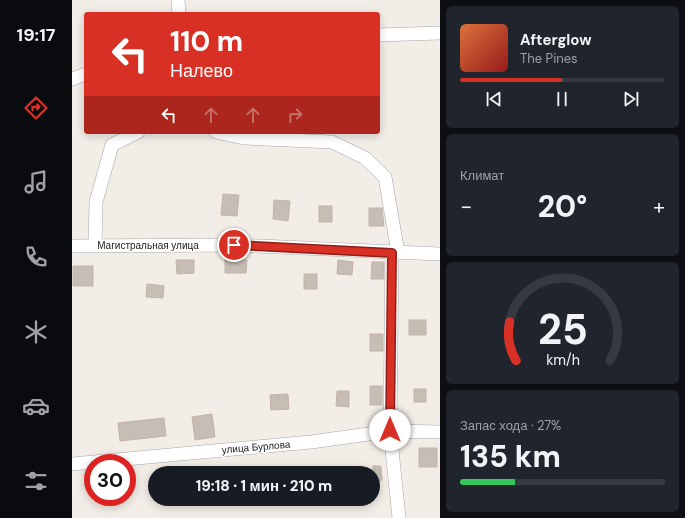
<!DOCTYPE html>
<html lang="ru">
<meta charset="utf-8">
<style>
body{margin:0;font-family:"DM Sans",sans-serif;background:#20242c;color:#f1f3f6;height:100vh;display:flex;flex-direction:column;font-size:15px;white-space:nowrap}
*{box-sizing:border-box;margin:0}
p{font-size:13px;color:#9ea1a6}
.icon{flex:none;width:22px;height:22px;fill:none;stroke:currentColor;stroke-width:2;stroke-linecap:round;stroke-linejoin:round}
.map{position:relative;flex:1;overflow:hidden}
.details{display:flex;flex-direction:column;gap:6px;padding:6px;background:#0d0f14;width:245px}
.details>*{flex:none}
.guide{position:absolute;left:12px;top:12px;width:296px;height:122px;border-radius:4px;box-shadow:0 2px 10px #0003;background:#d93025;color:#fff;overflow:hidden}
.speed{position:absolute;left:12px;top:454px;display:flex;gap:8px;font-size:20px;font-weight:700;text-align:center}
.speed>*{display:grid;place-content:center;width:52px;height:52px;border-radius:50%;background:#171b24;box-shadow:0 2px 10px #0003;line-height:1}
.speed .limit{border:6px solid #d22;background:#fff;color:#111}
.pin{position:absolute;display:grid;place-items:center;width:34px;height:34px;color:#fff;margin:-17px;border:2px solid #fff;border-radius:50%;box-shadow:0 1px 4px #0007}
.me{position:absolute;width:44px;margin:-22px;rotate:0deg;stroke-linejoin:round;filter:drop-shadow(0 0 3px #0008)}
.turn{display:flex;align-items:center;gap:14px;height:84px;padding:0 20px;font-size:18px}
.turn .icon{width:52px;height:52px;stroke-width:2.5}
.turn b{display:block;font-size:28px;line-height:34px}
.lanes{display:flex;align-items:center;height:38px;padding:0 20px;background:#0003;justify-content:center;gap:20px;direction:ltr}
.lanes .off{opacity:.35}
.big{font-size:30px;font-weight:800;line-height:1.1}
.details .card{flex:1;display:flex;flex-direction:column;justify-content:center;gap:6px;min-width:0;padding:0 14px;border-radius:6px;background:#20242c}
.details .dial{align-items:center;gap:0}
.dial svg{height:104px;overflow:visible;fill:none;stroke:#363941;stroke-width:7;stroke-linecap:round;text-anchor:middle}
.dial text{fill:#f1f3f6;stroke:none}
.song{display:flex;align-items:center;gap:12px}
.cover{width:48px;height:48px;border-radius:6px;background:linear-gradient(135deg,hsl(20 70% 55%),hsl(0 70% 35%))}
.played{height:4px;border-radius:2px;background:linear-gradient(90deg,#d93025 50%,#363941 50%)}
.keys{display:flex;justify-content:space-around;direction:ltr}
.heat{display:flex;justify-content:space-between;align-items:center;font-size:22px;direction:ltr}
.charge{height:6px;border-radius:3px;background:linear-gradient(90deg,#34c759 27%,#363941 0)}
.trip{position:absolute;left:76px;top:466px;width:232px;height:40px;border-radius:20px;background:#171b24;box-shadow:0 2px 10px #0003;font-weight:800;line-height:40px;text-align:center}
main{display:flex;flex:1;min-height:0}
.menu{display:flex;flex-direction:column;width:72px;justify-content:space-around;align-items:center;background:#090b0e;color:#9ea1a6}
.menu .icon{width:28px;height:28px}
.menu .current{color:#d93025}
.menu b{font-size:18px;color:#f1f3f6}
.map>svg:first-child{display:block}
</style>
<main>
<nav class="menu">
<b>19:17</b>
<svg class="icon current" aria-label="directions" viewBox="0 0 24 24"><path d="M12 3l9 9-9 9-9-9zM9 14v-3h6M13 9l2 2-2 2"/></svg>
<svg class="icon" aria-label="music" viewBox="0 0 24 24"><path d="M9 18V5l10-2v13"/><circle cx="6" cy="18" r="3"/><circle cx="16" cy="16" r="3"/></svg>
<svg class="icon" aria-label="phone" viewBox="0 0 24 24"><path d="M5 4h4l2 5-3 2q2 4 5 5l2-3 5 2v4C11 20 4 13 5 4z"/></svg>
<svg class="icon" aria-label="climate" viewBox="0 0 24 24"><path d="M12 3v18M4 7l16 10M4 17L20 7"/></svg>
<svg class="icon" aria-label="car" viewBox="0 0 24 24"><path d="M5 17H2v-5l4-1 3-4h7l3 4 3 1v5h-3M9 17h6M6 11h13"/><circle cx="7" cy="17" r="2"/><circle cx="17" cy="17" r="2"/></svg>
<svg class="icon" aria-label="filters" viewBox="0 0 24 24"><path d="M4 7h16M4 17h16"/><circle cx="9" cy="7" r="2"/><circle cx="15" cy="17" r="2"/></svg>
</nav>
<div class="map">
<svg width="368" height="518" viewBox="0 0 368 518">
<rect width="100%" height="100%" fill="#f2ede6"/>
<g fill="#c6bdb5" stroke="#c5b3a7">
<polygon points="151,194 167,195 165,216 149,215"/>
<polygon points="202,200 218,201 216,221 201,219"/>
<rect x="247" y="206" width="13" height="16"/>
<polygon points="297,208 310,208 312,226 297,226"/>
<polygon points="153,259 175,260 174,273 153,273"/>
<polygon points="104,260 122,260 122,273 105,274"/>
<polygon points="266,260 281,262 280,275 265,274"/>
<polygon points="300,262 312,262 312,279 299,279"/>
<rect x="1" y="266" width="20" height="20"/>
<rect x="232" y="274" width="13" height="15"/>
<polygon points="75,284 92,286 91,298 74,297"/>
<rect x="337" y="320" width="17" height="15"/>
<rect x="298" y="334" width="13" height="17"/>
<rect x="298" y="386" width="12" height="19"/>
<rect x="342" y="389" width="12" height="13"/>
<polygon points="265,391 277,391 277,407 264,406"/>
<polygon points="216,394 217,409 199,410 198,395"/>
<polygon points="140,414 143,437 123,440 120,417"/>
<polygon points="92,418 94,436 48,441 46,423"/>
<rect x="347" y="448" width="18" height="19"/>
<polygon points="301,466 309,466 310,480 301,481"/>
</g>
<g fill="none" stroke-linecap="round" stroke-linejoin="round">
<defs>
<g id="minor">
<polyline points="106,0 107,14"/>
<polyline points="306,35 368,33"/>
<polyline points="0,79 14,74"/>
<polyline points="144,132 172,138 260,142 293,158 313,177 326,253"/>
<polyline points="0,246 162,245 368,254"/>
<polyline points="23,246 24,202 40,145 66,132"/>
<polyline points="320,253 318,431 327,518"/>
<polyline points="0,464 239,442 318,431 368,432"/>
</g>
</defs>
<use href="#minor" stroke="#a7a7a7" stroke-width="14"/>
<use href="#minor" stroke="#fff" stroke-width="13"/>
</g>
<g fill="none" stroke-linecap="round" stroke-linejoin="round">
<defs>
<polyline id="route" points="162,245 320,253 318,430"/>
</defs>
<use href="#route" stroke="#8d1f18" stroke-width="10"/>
<use href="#route" stroke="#d93025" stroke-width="7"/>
</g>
<g text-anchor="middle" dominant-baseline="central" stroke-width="3" stroke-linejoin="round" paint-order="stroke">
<g font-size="10" fill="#202020" stroke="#fff">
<text x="76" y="245">Магистральная улица</text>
<text transform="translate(184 447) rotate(-5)">улица Бурлова</text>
</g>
</g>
</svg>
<div class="speed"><div class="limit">30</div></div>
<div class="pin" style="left:162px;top:245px;background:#d93025"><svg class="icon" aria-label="arrive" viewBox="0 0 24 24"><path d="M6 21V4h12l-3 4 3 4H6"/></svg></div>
<svg class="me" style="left:318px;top:430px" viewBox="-20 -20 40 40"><circle r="19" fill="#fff"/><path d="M0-13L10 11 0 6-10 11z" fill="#d93025"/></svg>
<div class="trip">19:18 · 1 мин · 210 m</div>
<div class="guide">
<div class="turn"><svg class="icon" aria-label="left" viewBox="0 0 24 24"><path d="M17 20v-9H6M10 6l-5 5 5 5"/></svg><div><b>110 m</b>Налево</div></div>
<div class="lanes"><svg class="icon" aria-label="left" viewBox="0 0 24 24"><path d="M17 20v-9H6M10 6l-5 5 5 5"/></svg><svg class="icon off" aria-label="ahead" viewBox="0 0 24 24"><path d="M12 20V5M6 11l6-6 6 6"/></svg><svg class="icon off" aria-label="ahead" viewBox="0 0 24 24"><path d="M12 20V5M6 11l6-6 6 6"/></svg><svg class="icon off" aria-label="right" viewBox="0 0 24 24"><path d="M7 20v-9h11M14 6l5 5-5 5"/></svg></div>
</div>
</div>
<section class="details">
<div class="card">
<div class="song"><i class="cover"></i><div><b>Afterglow</b><p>The Pines</p></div></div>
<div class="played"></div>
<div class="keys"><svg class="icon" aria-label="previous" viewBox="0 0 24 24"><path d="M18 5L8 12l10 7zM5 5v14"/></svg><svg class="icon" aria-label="pause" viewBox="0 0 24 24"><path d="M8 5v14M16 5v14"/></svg><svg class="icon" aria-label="next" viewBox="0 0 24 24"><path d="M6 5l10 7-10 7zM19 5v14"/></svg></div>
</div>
<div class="card"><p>Климат</p>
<div class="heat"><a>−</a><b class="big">20°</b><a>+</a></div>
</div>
<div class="card dial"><svg viewBox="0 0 100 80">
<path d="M14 69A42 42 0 1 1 86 69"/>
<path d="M14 69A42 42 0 0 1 9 39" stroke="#d93025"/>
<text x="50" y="56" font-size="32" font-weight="700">25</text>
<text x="50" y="72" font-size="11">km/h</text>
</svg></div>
<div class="card"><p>Запас хода · 27%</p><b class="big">135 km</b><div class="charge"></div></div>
</section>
</main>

About this task -> Search the material for the word "grid" and copy every matching line.

Response for this exercise ->
.speed>*{display:grid;place-content:center;width:52px;height:52px;border-radius:50%;background:#171b24;box-shadow:0 2px 10px #0003;line-height:1}
.pin{position:absolute;display:grid;place-items:center;width:34px;height:34px;color:#fff;margin:-17px;border:2px solid #fff;border-radius:50%;box-shadow:0 1px 4px #0007}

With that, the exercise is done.